Where a line below includes the word "items", copy that line.

======== DATASET EXCERPTS ========

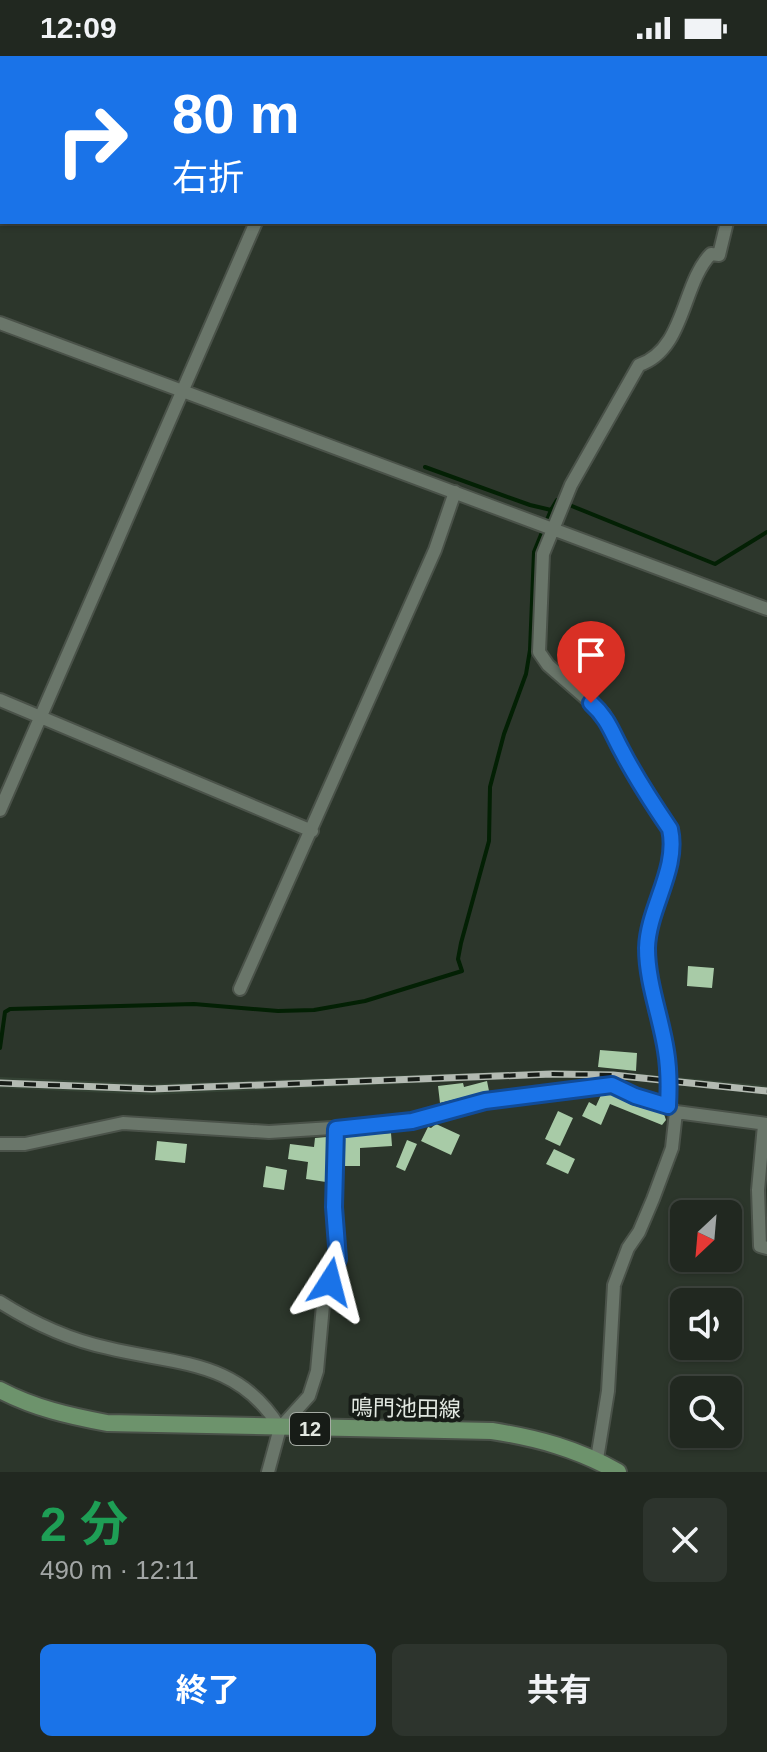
<!DOCTYPE html>
<html lang="ja">
<meta charset="utf-8">
<style>
:root{--surface:#212820;--page:#2d342d;--text:#f1f3f6;--muted:#a2a6a5;--line:#3e443e;--accent:#1a73e8}
body{margin:0;font-family:Helvetica,"Noto Sans JP",sans-serif;background:var(--page);color:var(--text);height:100vh;display:flex;flex-direction:column;font-size:30px;white-space:nowrap}
*{box-sizing:border-box;margin:0}
p{font-size:26px;color:var(--muted)}
.icon{flex:none;width:44px;height:44px;fill:none;stroke:currentColor;stroke-width:2;stroke-linecap:round;stroke-linejoin:round}
.map{position:relative;height:1416px;overflow:hidden}
.panel{display:flex;flex-direction:column;background:var(--surface);flex:1}
.panel>*{flex:none}
.guide{position:absolute;left:0px;top:0px;width:768px;height:168px;box-shadow:0 2px 6px #0004,0 0 0 2px var(--line);background:#1a73e8;color:#fff;overflow:hidden}
.needle{width:52px;rotate:206deg}
.buttons{position:absolute;left:670px;top:1144px;display:grid;gap:16px}
.buttons a{display:grid;place-items:center;width:72px;height:72px;border-radius:12px;background:var(--surface);box-shadow:0 2px 6px #0004,0 0 0 2px var(--line);font-size:40px}
.pin{position:absolute;display:grid;place-items:center;width:68px;height:68px;color:#fff;margin:-82px -34px;border-radius:50% 50% 50% 0;rotate:-45deg;box-shadow:0 0 8px #0007}
.pin .icon{rotate:45deg}
.me{position:absolute;width:88px;margin:-44px;rotate:9deg;stroke-linejoin:round;filter:drop-shadow(0 0 6px #0008)}
.turn{display:flex;align-items:center;gap:28px;height:168px;padding:0 40px;font-size:36px}
.turn .icon{width:104px;height:104px;stroke-width:2.5}
.turn b{display:block;font-size:56px;line-height:68px}
.round{display:grid;place-items:center;flex:none;width:84px;height:84px;border-radius:12px;background:var(--page)}
.overview{display:flex;align-items:center;justify-content:space-between;height:136px;padding:0 40px}
h1{font-size:48px;font-weight:700;line-height:60px;color:#1e9e55}
.primary-button{display:flex;gap:16px;margin-top:auto;padding:16px 40px}
.primary-button a{flex:1;height:92px;border-radius:12px;background:var(--accent);color:#fff;font-size:32px;font-weight:700;line-height:92px;text-align:center}
.primary-button a+a{background:var(--page);color:var(--text)}
.status{display:flex;justify-content:space-between;align-items:center;height:56px;padding:0 40px;background:var(--surface);direction:ltr}
.status svg{height:22px;fill:currentColor}
.map>svg:first-child{display:block}
</style>
<div class="status"><b>12:09</b><svg viewBox="0 0 49 12"><path d="M0 12V9h3v3zM5 12V6h3v6zM10 12V3h3v9zM15 12V0h3v12zM26 1h20v11H26zM47 4h2v5h-2z"/></svg></div>
<div class="map">
<svg width="767" height="1416" viewBox="0 0 767 1416">
<rect width="100%" height="100%" fill="#2c362b"/>
<path fill="#344234" d="M552,1014L612,1015L760,1029L767,1030V1038L614,1023L552,1021L152,1039L0,1032V1021L153,1028Z"/>
<g fill="none" stroke-linecap="round" stroke-linejoin="round">
<path stroke="#032004" stroke-width="4" d="M425,411L530,449L551,454L557,444L715,508L767,476
M0,992L5,956L10,953L194,948L278,955L314,954L365,945L462,915L458,903L461,887L489,785L490,731L504,678L526,618L530,594L534,496L551,454"/>
</g>
<path fill="#a8cba7" d="M688,910L714,912L712,932L687,930Z
M600,994L637,997L636,1015L598,1011Z
M487,1025L489,1035L440,1047L438,1030L463,1027L464,1031Z
M610,1038L632,1049L664,1058L666,1064L662,1069L610,1048L601,1069L582,1060L589,1046L596,1050L601,1039Z
M558,1055L573,1062L560,1090L545,1083Z
M436,1068L460,1079L451,1099L421,1085L428,1071L431,1072Z
M391,1077L392,1090L360,1092V1110H344L345,1080Z
M327,1081L326,1126L306,1123L308,1106L288,1103L290,1088L314,1091L315,1082Z
M407,1084L417,1088L405,1115L396,1111Z
M157,1085L187,1088L185,1107L155,1104Z
M554,1093L575,1103L568,1118L546,1108Z
M266,1110L287,1114L284,1134L263,1131Z"/>
<g fill="none" stroke-linecap="round" stroke-linejoin="round">
<defs>
<path id="minor" d="M181,0L186,2
M475,0L476,2
M710,0L711,2
M13,2L14,0
M328,2L329,0
M576,2V0
M0,31L2,26
M0,267L767,553
M0,644L312,775
M0,754L256,166
M240,933L435,494L455,436
M668,1050C669,1032 669,1013 666,995C660,956 641,914 649,874C656,841 677,807 670,773L620,693L604,658L548,609L539,596L543,498L571,429L639,309C685,294 682,227 711,198L719,199L727,166
M764,1069L758,1134L760,1190L767,1192
M0,1088H25L123,1067L269,1076L379,1069L412,1065L485,1045L612,1029L635,1040L668,1050L676,1056L767,1068
M0,1246C33,1267 70,1284 108,1292C177,1309 238,1303 280,1372
M597,1403L608,1335L614,1229L628,1192L639,1176L653,1143L672,1092L676,1056
M268,1416L280,1372L309,1340L317,1315L323,1249L338,1203L334,1151L336,1073"/>
<path id="major" d="M0,1334C34,1352 70,1360 107,1367L492,1375C537,1382 578,1393 618,1416"/>
</defs>
<use href="#minor" stroke="#4a5249" stroke-width="16"/>
<use href="#major" stroke="#4a5249" stroke-width="20"/>
<use href="#minor" stroke="#6a766a" stroke-width="12"/>
<use href="#major" stroke="#6d936c" stroke-width="16"/>
<defs>
<path id="rail" d="M0,1027L152,1033L552,1018L613,1019L767,1035"/>
</defs>
<use href="#rail" stroke="#b3bab2" stroke-width="7"/>
<use href="#rail" stroke="#171c17" stroke-width="4" stroke-dasharray="12" stroke-linecap="butt"/>
</g>
<g fill="none" stroke-linecap="round" stroke-linejoin="round">
<defs>
<path id="route" d="M330,1226L338,1203L334,1151L336,1073L412,1065L485,1045L612,1029L635,1040L668,1050C669,1032 669,1013 666,995C661,961 647,927 647,892C648,852 679,813 670,773C653,748 636,722 622,695C612,677 608,662 591,647"/>
</defs>
<use href="#route" stroke="#114b97" stroke-width="20"/>
<use href="#route" stroke="#1a73e8" stroke-width="14"/>
</g>
<g text-anchor="middle" stroke-width="8" stroke-linejoin="round" paint-order="stroke">
<rect fill="#171c17" stroke="#a5aba4" stroke-width="2" x="290" y="1357" width="40" height="32" rx="6"/>
<g font-size="20" font-weight="bold" fill="#e2e8e1">
<text x="310" y="1380">12</text>
</g>
<g font-size="22" fill="#e2e8e1" stroke="#171c17">
<text transform="translate(406 1352) rotate(1)" y="8">鳴門池田線</text>
</g>
</g>
</svg>
<div class="buttons">
<a><svg class="needle" viewBox="-14 -14 28 28"><path d="M0-13l5 13h-10z" fill="#e53935"/><path d="M0 13l5-13h-10z" fill="#a2a6a5"/></svg></a>
<a><svg class="icon" aria-label="sound" viewBox="0 0 24 24"><path d="M4 9h4l5-4v14l-5-4H4zM17 9q2 3 0 6"/></svg></a>
<a><svg class="icon" aria-label="search" viewBox="0 0 24 24"><circle cx="10" cy="10" r="6"/><path d="M15 15l6 6"/></svg></a>
</div>
<div class="pin" style="left:591px;top:647px;background:#d93025"><svg class="icon" aria-label="arrive" viewBox="0 0 24 24"><path d="M6 21V4h12l-3 4 3 4H6"/></svg></div>
<svg class="me" style="left:330px;top:1226px" viewBox="-20 -20 40 40"><path d="M0-17L14 15 0 8-14 15z" fill="#1a73e8" stroke="#fff" stroke-width="4"/></svg>
<div class="guide">
<div class="turn"><svg class="icon" aria-label="right" viewBox="0 0 24 24"><path d="M7 20v-9h11M14 6l5 5-5 5"/></svg><div><b>80 m</b>右折</div></div>
</div>
</div>
<section class="panel">
<div class="overview"><div><h1>2 分</h1><p>490 m · 12:11</p></div><a class="round"><svg class="icon" aria-label="close" viewBox="0 0 24 24"><path d="M6 6l12 12M18 6L6 18"/></svg></a></div>
<div class="primary-button"><a>終了</a><a>共有</a></div>
</section>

========

■ TASK RESULT
.buttons a{display:grid;place-items:center;width:72px;height:72px;border-radius:12px;background:var(--surface);box-shadow:0 2px 6px #0004,0 0 0 2px var(--line);font-size:40px}
.pin{position:absolute;display:grid;place-items:center;width:68px;height:68px;color:#fff;margin:-82px -34px;border-radius:50% 50% 50% 0;rotate:-45deg;box-shadow:0 0 8px #0007}
.turn{display:flex;align-items:center;gap:28px;height:168px;padding:0 40px;font-size:36px}
.round{display:grid;place-items:center;flex:none;width:84px;height:84px;border-radius:12px;background:var(--page)}
.overview{display:flex;align-items:center;justify-content:space-between;height:136px;padding:0 40px}
.status{display:flex;justify-content:space-between;align-items:center;height:56px;padding:0 40px;background:var(--surface);direction:ltr}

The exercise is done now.